One December morning in Goa, I sat in a shack overlooking the beach – within reach of all things comfortable – hot water with ginger lemon & honey, a pack of ice burst, the book I was reading (Machado’s In the Dream House), kindle bookmarked to Miranda July’s short story called The Man on the Stairs (a woman sleeping next to her partner wakes up to sense a man walking up the stairs, towards the bedroom – he takes forever to arrive and she waits for him, often almost going back to sleep but everytime he shifts his weight, she wakes up again), a notebook, sunglasses.
Two shirtless white men are playing frisbee yet the only other nakeder thing on the beach is a lone tree bending awkwardly to its knees – it changes posture every now and then – depending on who it is imitating. Presently, it is bent to catch a frisbee that no one throws at it.
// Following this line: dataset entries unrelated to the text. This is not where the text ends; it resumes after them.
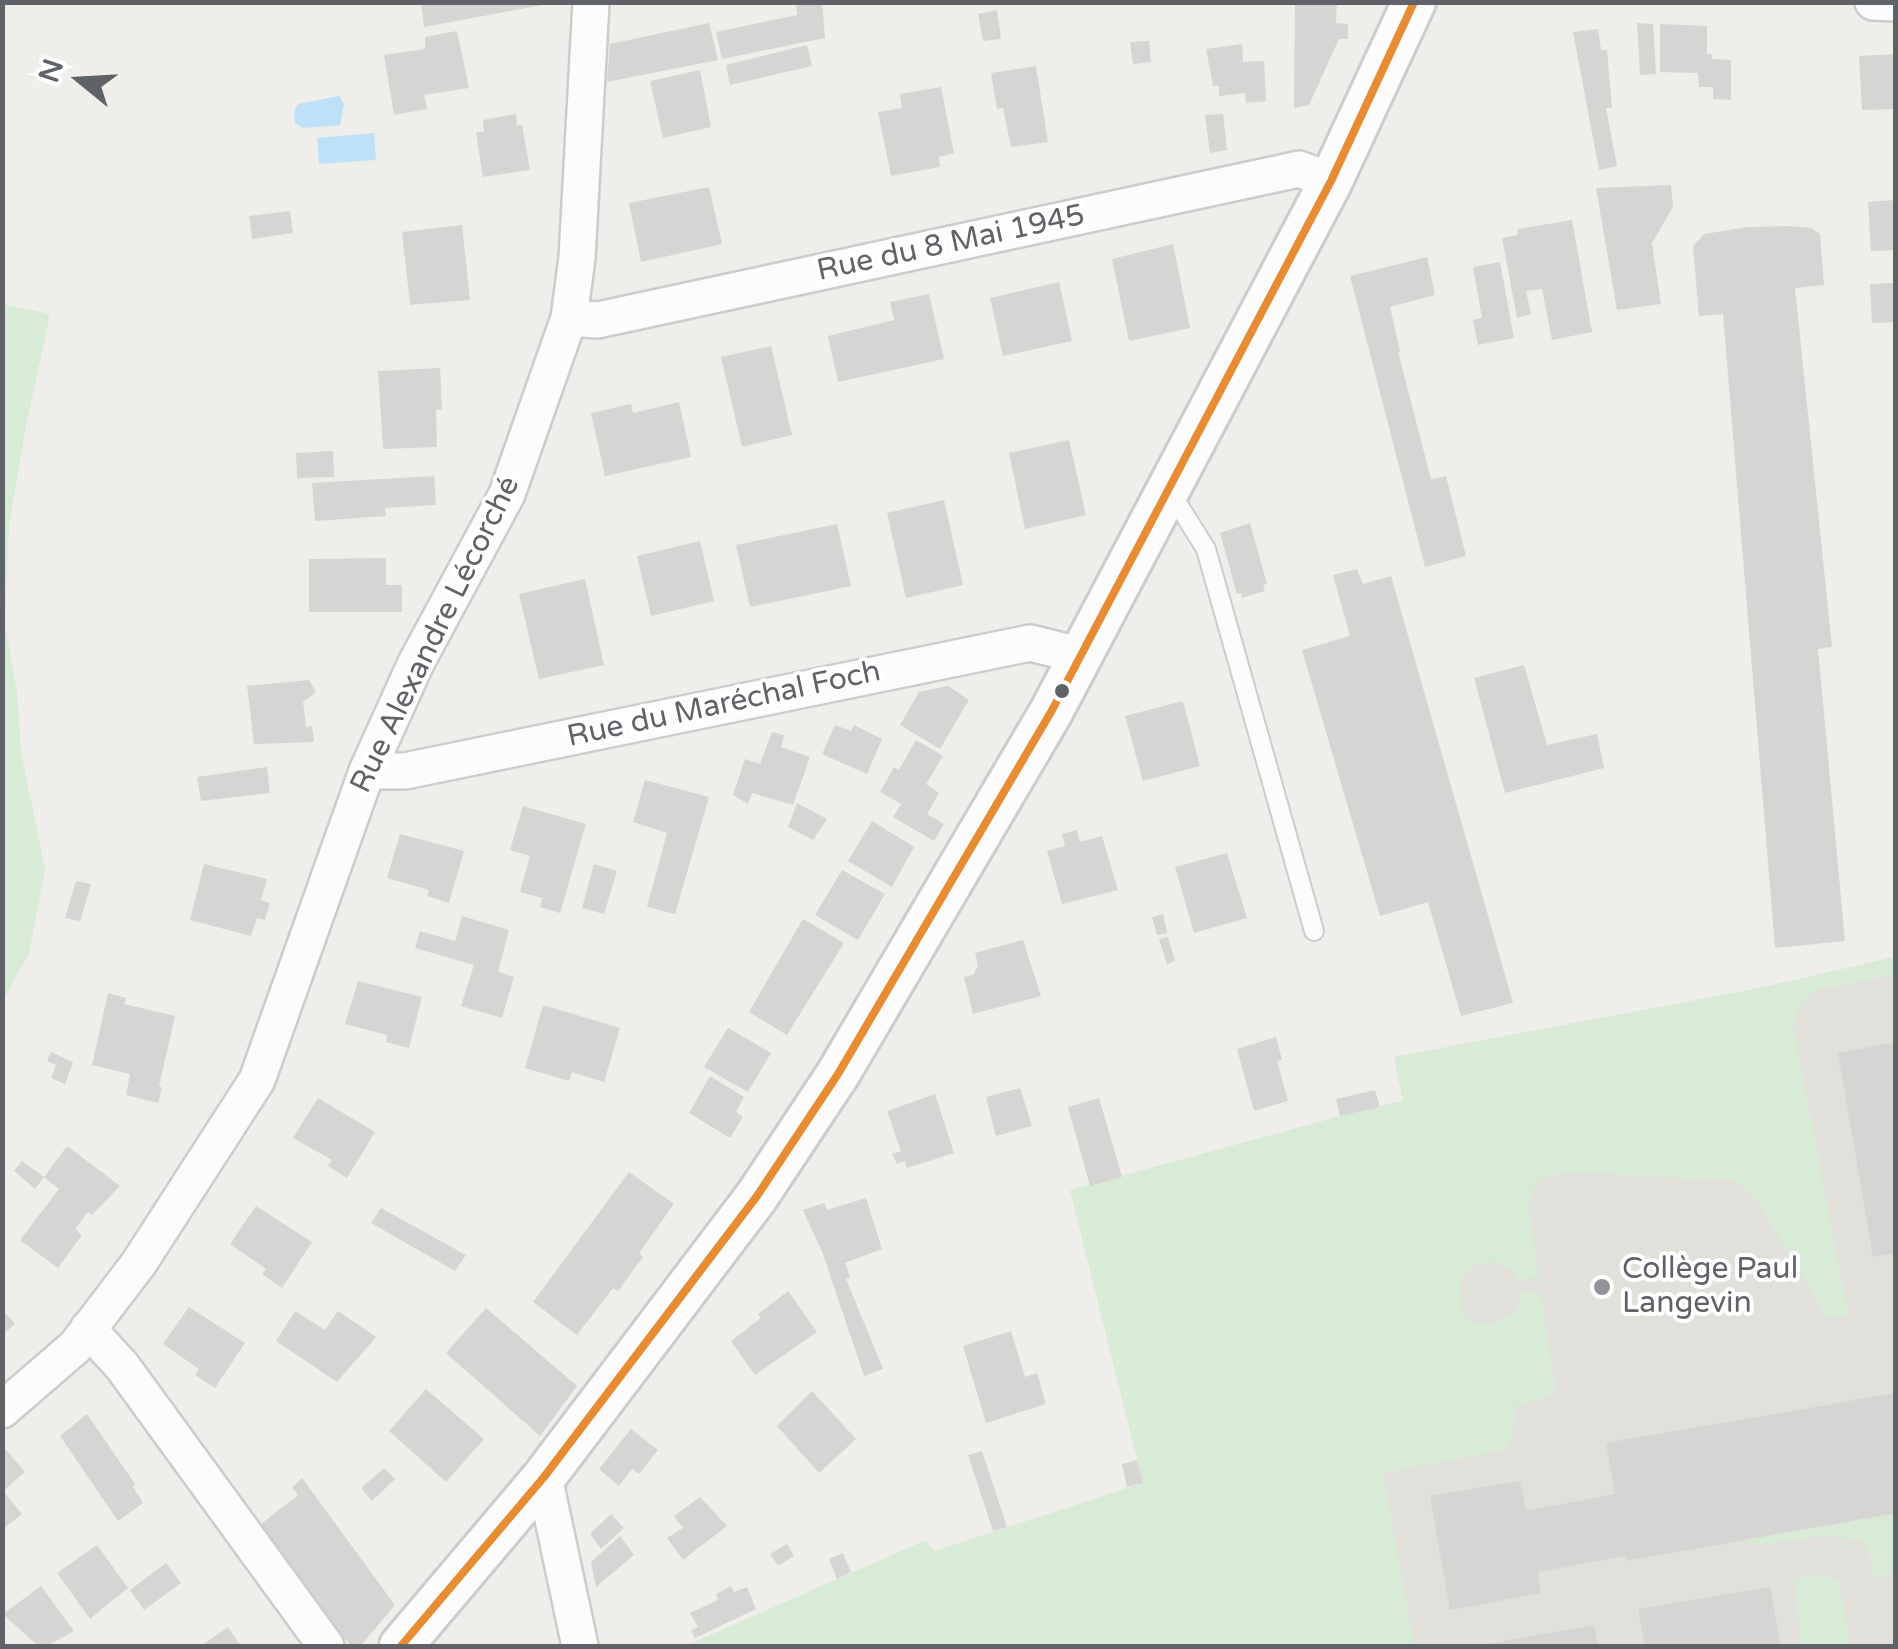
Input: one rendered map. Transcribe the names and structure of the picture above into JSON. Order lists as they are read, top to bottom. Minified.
{"streets":{"street":["Rue du 8 Mai 1945","Rue Alexandre Lécorché","Rue du Maréchal Foch"]},"crossings":[["Rue du 8 Mai 1945","Rue Alexandre Lécorché"],["Rue Alexandre Lécorché","Rue du Maréchal Foch"]],"places":["Collège Paul Langevin"],"north":"left"}
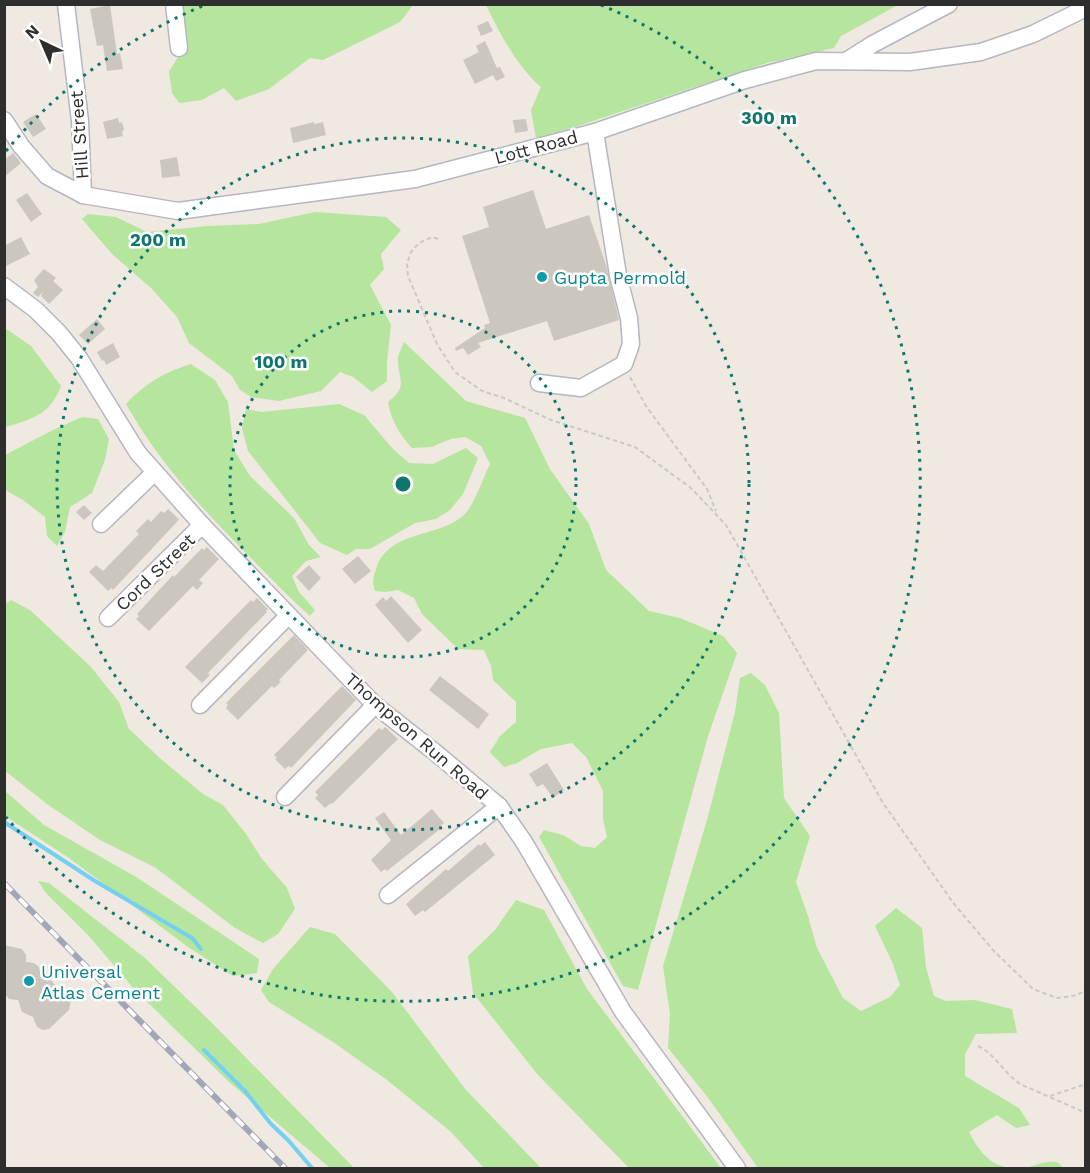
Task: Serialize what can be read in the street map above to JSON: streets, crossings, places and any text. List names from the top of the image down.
{
  "streets": {
    "street": [
      "Hill Street",
      "Lott Road",
      "Cord Street",
      "Thompson Run Road"
    ]
  },
  "crossings": [
    ["Hill Street", "Lott Road"],
    ["Cord Street", "Thompson Run Road"]
  ],
  "places": ["Gupta Permold", "Universal Atlas Cement"],
  "north": "top left",
  "rings": ["300 m", "200 m", "100 m"]
}
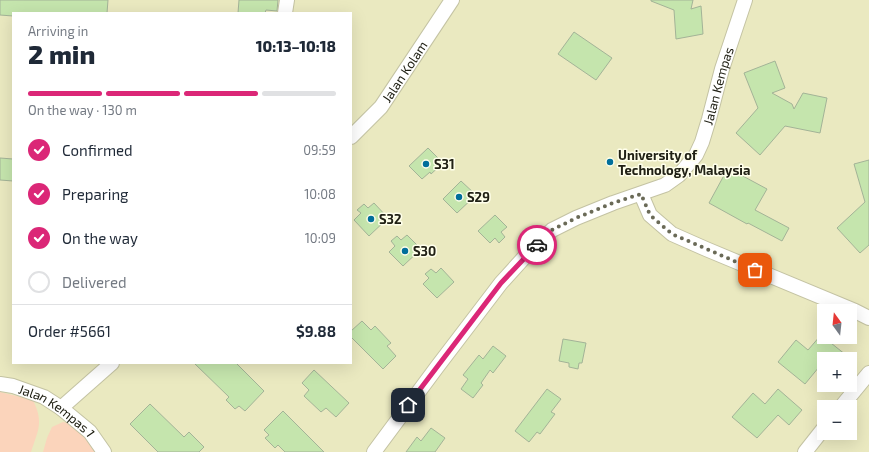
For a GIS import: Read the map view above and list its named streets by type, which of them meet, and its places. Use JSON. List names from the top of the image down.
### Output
{
  "streets": {
    "street": ["Jalan Kolam", "Jalan Kempas", "Jalan Kempas 1"]
  },
  "places": [
    "University of Technology, Malaysia",
    "S31",
    "S29",
    "S32",
    "S30"
  ],
  "north": "top",
  "page": {
    "heading": ["2 min", "Arriving in", "10:13–10:18"],
    "panel": ["Order #5661", "$9.88"],
    "bar": "On the way · 130 m",
    "list": [
      ["Confirmed", "09:59"],
      ["Preparing", "10:08"],
      ["On the way", "10:09"],
      "Delivered"
    ],
    "map_buttons": ["+", "−"]
  }
}
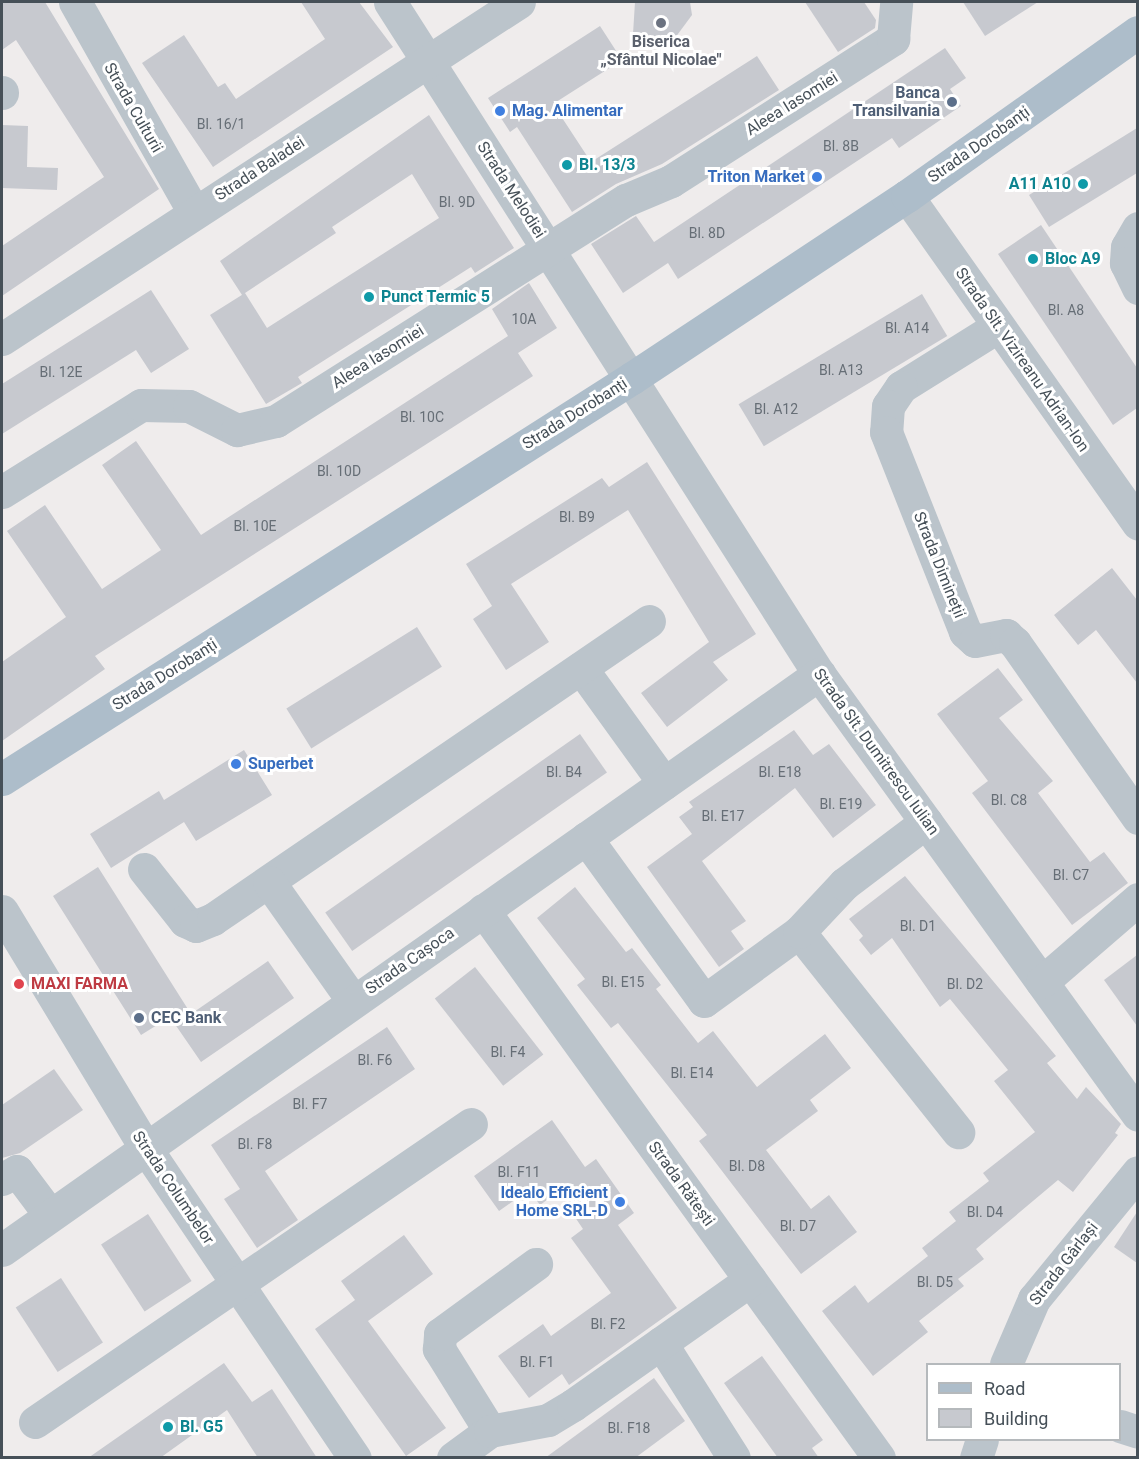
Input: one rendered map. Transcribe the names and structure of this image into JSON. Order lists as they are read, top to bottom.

There are women in white bikinis who don’t rush into the water like I had just a few hours ago, in a yellow bikini that had made me feel small, unattractive, pleased. The women I am watching from behind the safe, cool shadows of my sunglasses – are, despite their composure (they don’t rush out of the water either) pulling me furiously into their bodies and I arrive at a wetness in a sudden poof that I cannot recognise.
It hadn’t taken more than a gentle squeeze of one of the thighs to produce. It was unfamiliar but welcome. I felt grateful to not have had to imagine anything more because everything I would ever want was there in that moment. I figured I enjoy watching women so much, it didn’t matter that there were two Hindi-speaking men at the next table who I wanted to beat up with their sunglasses because they were imagining perhaps the same things that I was.
After years of vaguely saying bi-things, I had arrived at an epiphany – an epipoofy. It was easy, like vanilla ice cream.